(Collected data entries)
::::::::

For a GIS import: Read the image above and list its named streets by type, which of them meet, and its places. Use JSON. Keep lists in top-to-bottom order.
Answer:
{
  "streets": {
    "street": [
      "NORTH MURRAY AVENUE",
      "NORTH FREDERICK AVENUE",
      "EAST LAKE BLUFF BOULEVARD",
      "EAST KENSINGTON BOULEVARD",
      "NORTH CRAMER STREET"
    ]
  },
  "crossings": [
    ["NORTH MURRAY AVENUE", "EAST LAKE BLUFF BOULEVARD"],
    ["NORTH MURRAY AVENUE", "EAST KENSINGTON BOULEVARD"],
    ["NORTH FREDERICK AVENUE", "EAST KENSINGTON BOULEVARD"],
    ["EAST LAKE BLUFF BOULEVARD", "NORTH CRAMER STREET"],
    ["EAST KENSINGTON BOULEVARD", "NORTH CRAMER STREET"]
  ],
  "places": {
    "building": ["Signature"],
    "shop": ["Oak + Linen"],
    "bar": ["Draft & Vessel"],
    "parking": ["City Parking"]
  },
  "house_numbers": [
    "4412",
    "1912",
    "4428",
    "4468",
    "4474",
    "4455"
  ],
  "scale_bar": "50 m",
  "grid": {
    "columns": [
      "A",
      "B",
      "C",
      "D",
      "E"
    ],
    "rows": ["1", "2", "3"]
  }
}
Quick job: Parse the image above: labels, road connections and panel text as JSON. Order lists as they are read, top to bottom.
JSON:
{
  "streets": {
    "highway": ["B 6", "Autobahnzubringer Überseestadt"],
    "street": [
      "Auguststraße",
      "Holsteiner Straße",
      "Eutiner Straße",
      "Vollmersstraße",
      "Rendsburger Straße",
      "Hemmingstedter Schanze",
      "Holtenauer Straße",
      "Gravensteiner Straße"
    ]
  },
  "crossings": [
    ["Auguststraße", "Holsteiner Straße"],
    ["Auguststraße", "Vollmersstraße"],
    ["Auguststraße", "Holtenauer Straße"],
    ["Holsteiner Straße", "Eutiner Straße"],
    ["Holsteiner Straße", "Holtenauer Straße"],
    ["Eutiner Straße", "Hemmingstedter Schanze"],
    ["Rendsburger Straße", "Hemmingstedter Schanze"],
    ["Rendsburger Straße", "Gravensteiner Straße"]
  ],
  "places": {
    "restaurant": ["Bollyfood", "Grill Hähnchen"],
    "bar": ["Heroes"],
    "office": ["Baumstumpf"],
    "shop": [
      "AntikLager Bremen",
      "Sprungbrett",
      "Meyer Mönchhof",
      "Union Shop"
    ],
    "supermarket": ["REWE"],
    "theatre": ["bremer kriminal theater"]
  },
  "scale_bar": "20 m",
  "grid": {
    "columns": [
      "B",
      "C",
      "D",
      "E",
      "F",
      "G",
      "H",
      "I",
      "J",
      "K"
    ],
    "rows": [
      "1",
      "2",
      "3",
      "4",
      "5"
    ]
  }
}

::::::::

_Requirement:_
Your job is to restate all of the data word for word.

_Exercise response:_
For a GIS import: Read the image above and list its named streets by type, which of them meet, and its places. Use JSON. Keep lists in top-to-bottom order.
Answer:
{
  "streets": {
    "street": [
      "NORTH MURRAY AVENUE",
      "NORTH FREDERICK AVENUE",
      "EAST LAKE BLUFF BOULEVARD",
      "EAST KENSINGTON BOULEVARD",
      "NORTH CRAMER STREET"
    ]
  },
  "crossings": [
    ["NORTH MURRAY AVENUE", "EAST LAKE BLUFF BOULEVARD"],
    ["NORTH MURRAY AVENUE", "EAST KENSINGTON BOULEVARD"],
    ["NORTH FREDERICK AVENUE", "EAST KENSINGTON BOULEVARD"],
    ["EAST LAKE BLUFF BOULEVARD", "NORTH CRAMER STREET"],
    ["EAST KENSINGTON BOULEVARD", "NORTH CRAMER STREET"]
  ],
  "places": {
    "building": ["Signature"],
    "shop": ["Oak + Linen"],
    "bar": ["Draft & Vessel"],
    "parking": ["City Parking"]
  },
  "house_numbers": [
    "4412",
    "1912",
    "4428",
    "4468",
    "4474",
    "4455"
  ],
  "scale_bar": "50 m",
  "grid": {
    "columns": [
      "A",
      "B",
      "C",
      "D",
      "E"
    ],
    "rows": ["1", "2", "3"]
  }
}
Quick job: Parse the image above: labels, road connections and panel text as JSON. Order lists as they are read, top to bottom.
JSON:
{
  "streets": {
    "highway": ["B 6", "Autobahnzubringer Überseestadt"],
    "street": [
      "Auguststraße",
      "Holsteiner Straße",
      "Eutiner Straße",
      "Vollmersstraße",
      "Rendsburger Straße",
      "Hemmingstedter Schanze",
      "Holtenauer Straße",
      "Gravensteiner Straße"
    ]
  },
  "crossings": [
    ["Auguststraße", "Holsteiner Straße"],
    ["Auguststraße", "Vollmersstraße"],
    ["Auguststraße", "Holtenauer Straße"],
    ["Holsteiner Straße", "Eutiner Straße"],
    ["Holsteiner Straße", "Holtenauer Straße"],
    ["Eutiner Straße", "Hemmingstedter Schanze"],
    ["Rendsburger Straße", "Hemmingstedter Schanze"],
    ["Rendsburger Straße", "Gravensteiner Straße"]
  ],
  "places": {
    "restaurant": ["Bollyfood", "Grill Hähnchen"],
    "bar": ["Heroes"],
    "office": ["Baumstumpf"],
    "shop": [
      "AntikLager Bremen",
      "Sprungbrett",
      "Meyer Mönchhof",
      "Union Shop"
    ],
    "supermarket": ["REWE"],
    "theatre": ["bremer kriminal theater"]
  },
  "scale_bar": "20 m",
  "grid": {
    "columns": [
      "B",
      "C",
      "D",
      "E",
      "F",
      "G",
      "H",
      "I",
      "J",
      "K"
    ],
    "rows": [
      "1",
      "2",
      "3",
      "4",
      "5"
    ]
  }
}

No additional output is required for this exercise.